The higher a person’s immunity to dengue virus, the lower their risk of Zika infection, an international team of scientists led by the University of Pittsburgh Graduate School of Public Health, Yale School of Public Health and University of Florida report in the journal Science.
The study – which followed nearly 1,500 people living in a poor neighborhood at the heart of the 2015 Zika outbreak in Brazil – also provides evidence that Brazil’s Zika epidemic has largely petered out because enough people acquired immunity to reduce the efficiency of transmission.
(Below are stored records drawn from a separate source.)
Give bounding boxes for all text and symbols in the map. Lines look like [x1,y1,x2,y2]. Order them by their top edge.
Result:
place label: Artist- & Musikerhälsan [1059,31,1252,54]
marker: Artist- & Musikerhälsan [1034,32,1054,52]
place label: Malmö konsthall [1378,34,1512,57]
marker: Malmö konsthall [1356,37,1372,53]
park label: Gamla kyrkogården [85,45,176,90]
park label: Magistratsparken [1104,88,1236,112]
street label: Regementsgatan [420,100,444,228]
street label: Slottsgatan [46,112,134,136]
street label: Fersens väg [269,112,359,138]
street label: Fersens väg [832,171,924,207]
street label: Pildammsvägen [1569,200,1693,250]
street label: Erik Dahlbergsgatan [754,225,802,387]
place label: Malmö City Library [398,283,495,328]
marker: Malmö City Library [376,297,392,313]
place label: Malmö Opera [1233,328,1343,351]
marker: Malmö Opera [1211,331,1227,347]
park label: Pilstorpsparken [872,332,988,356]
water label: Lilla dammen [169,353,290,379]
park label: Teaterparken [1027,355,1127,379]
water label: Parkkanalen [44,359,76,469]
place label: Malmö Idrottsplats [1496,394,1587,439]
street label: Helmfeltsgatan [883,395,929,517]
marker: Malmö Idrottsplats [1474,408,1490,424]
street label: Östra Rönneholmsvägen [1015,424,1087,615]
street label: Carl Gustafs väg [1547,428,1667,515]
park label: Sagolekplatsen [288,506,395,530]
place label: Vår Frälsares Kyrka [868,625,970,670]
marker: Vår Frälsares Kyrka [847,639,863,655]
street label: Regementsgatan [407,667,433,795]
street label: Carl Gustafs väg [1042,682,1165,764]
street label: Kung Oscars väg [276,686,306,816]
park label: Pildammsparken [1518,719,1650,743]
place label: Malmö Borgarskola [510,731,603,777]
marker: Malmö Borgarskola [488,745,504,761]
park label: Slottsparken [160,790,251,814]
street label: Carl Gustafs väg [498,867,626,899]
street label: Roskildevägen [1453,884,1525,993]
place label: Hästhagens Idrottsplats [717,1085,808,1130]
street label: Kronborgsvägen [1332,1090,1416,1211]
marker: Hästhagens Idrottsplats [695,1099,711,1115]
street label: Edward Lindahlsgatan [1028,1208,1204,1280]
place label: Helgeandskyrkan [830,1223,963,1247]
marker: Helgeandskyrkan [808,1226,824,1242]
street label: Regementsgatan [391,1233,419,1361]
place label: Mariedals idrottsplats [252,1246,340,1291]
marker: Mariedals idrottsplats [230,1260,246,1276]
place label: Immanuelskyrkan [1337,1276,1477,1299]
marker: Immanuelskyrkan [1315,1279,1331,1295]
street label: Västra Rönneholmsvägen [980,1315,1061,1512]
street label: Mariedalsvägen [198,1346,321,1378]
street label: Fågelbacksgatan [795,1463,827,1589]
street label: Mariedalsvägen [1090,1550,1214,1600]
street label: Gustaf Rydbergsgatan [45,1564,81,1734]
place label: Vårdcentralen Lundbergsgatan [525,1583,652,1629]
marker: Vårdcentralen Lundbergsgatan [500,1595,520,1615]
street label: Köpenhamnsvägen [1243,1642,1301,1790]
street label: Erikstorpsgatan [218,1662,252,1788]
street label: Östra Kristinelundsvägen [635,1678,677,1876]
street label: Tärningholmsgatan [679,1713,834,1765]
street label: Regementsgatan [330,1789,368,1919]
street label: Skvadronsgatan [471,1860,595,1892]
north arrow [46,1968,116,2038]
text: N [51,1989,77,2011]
“Take that with a grain of salt, though,” said co-senior author Ernesto T.A. Marques, M.D., Ph.D., associate professor in Pitt Public Health’s Department of Infectious Diseases and Microbiology and public health researcher at Fundação Oswaldo Cruz in Brazil. “Our study was in a very small urban area, and it is likely that in other parts of Brazil, even different neighborhoods within the same city, people are still susceptible to Zika infection.”
The discovery relied on tests for dengue and Zika developed by Marques and his team and patented by Pitt. Marques is scientific director of Cura Zika, an international alliance to spur research into Zika, microcephaly and other congenital conditions it causes in babies.
The research team tapped into a long-running study of the health of people living in urban slums in Salvador, a city in northeast Brazil, led by co-senior author Albert Ko, M.D., chair of epidemiology at the Yale School of Public Health. Study participants gave multiple blood samples before, during and after the Zika epidemic. Samples collected in October 2014 and March 2015 were almost entirely negative for Zika, but by October 2015, 63 percent showed evidence of Zika infection.
Before the Zika outbreak, a subset of 642 participants also had been tested for previous dengue infection, and 86 percent were positive. Specifically, the test assessed the level of antibodies the participants had in their blood against dengue. The team found that each doubling of dengue antibody levels corresponded to a 9 percent reduction in risk of Zika.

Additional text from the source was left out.